Praying for votes: politics and the Church in Kenya

Former Mungiki leader Maina Njenga says he has left his violent past behind him and is a born-again Christian. He hasn’t just found God, he has founded his own church, the Hope International Church no less. Njenga is not alone in his Damascene conversion: it is election time and Kenya’s politicians are busy politicking by the pulpit and preaching to the party faithful, even on, or in fact particularly on, the ‘day of rest’.

ODINGA PREACHES THE WORD

Sunday saw Prime Minister Raila Odinga at the Jesus Is Alive Ministries in Nairobi. Was he preaching ‘the word’? Well he was in a way, he was preaching the word of Odinga, presidential candidate, ‘laughing off’, according to the Daily Nation, plans by Uhuru Kenyatta, Musalia Mudavadi and William Ruto to stop him attaining the top spot come polling day.

The Standard and The People newspapers on Monday carried a photo of Raila Odinga and his wife Ida, down on bended knees, the hands of Starehe MP Margaret Wanjiru (who is also a bishop at the Jesus Is Alive Ministries) on their heads.

The Prime Minister is obviously a very religious man: one visit to a church on Sunday did not suffice. He also

popped into the Lelboinet Seventh Day Adventist church in Nandi County where he spoke of the ‘bruising political battle’ ahead.

MARTHA KARUA AND THE BREAD OF LIFE

Back in Nairobi, Narc-Kenya leader Martha Karua attended the ACK Christ Bread of Life Church St John’s Parish at a prayer service to mark the sixth anniversary of the founding of her party. She too was pictured in The Standard, hands folded in front of her, head bowed the hand of the Reverend Samuel Njoroge Karogo placed upon it.

MUDAVADI – NO DAY OF REST

On the seventh day Deputy Prime Minister Musalia Mudavadi was not resting either. He was in his constituency at the African Divine church telling the assembled congregation that he was ‘gearing up’ for the presidential race. The Kenya Forum does not know if he mentioned God or any of that religious stuff.

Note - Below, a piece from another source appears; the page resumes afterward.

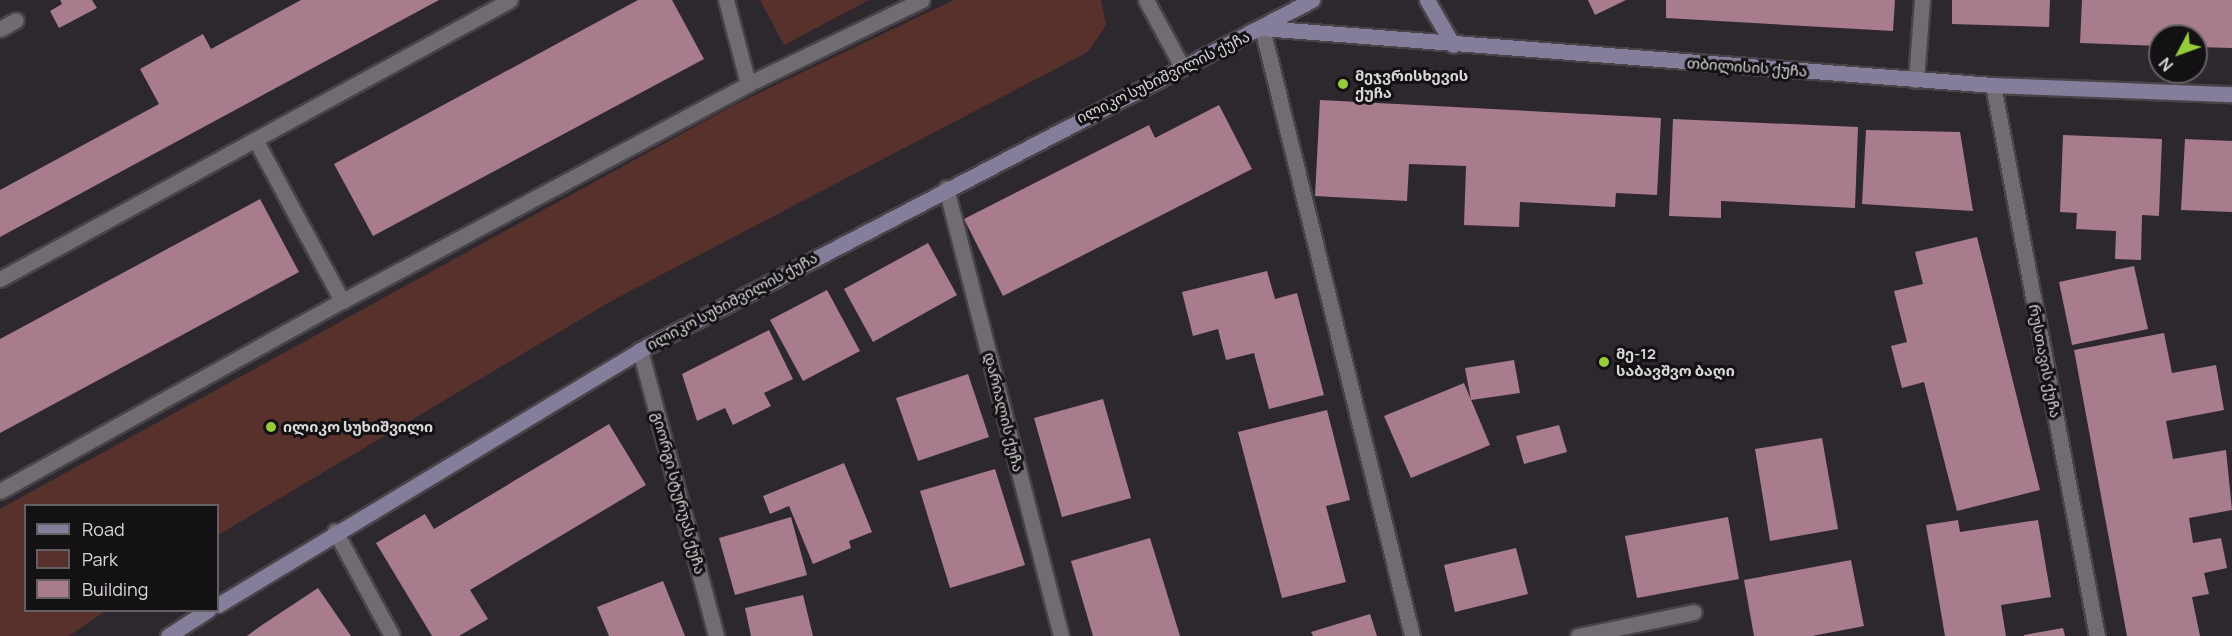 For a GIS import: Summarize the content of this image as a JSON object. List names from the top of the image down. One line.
{"streets":{"main road":["თბილისის ქუჩა","ილიკო სუხიშვილის ქუჩა"],"street":["რუსთავის ქუჩა","დარიალის ქუჩა","გიორგი სტურუას ქუჩა"]},"crossings":[["თბილისის ქუჩა","ილიკო სუხიშვილის ქუჩა"],["თბილისის ქუჩა","რუსთავის ქუჩა"],["ილიკო სუხიშვილის ქუჩა","დარიალის ქუჩა"],["ილიკო სუხიშვილის ქუჩა","გიორგი სტურუას ქუჩა"]],"places":["მეჯვრისხევის ქუჩა","მე-12 საბავშვო ბაღი","ილიკო სუხიშვილი"],"legend":["Road","Park","Building"],"north":"bottom left"}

PROFESSOR SAITOTI MINISTERS

Over at St Dominic’s Catholic Church in Nairobi’s Mwiki area, Professor George Saitoti, the Minister for Internal Security and Provincial Administration, was ministering. He declared that all Kenyans, even those indicted by the International Criminal Court (ICC) at The Hague, were entitled to stand for election: comforting words indeed.

PENTACOSTAL VICE-PRESIDENT KALONZO

And hot foot from a week-long visit to China, Vice-President Kalonzo Musyoka headed straight from the airport to the Karen Pentecostal church where he asked Christians to pray for ‘a peaceful, free and fair general election’. Fair dues to Kalonzo, at least he was preaching a message that had something to do with religion.

‘A CONVENIENT GUISE’

Writing in the Daily Nation on Monday, senior editor Denis Galava, in a hard-hitting article (Why Njenga’s transformation from Mungilki to pastor is not convincing’ – it’s worth a read), lambasted the erstwhile Mungiki leader Maina Njeng and the politicians and civil society leaders who court his support.

‘It’s sacrilegious to cheer him to cheer him on as he dances on the graves of Mungiki victims’, he wrote. He concluded: ‘Finding the Lord was a personal journey, now he must not turn the pulpit into a convenient guise for spawning a more virulent enemy of the people’.

Something similar could surely be said of our politicians, and indeed the churches that host them, for turning ‘the pulpit into a convenient guise’ for canvassing votes.

Does it all matter, this mixing of politics and preaching? The Kenya Forum thinks it does.

The separation of Church, State and politics is important in a democratic and free country. We need politicians to tell us their views and lay out their plans. We need the Church to set out the religious and moral criteria on which they think we should base our lives, and we also need to them to be independent enough to hold political leaders to account when they fall short of such ideals.

Let the pastors preach from the pulpit. Let the politicians pontificate from the podium. Don’t mix the two, says the Kenya Forum.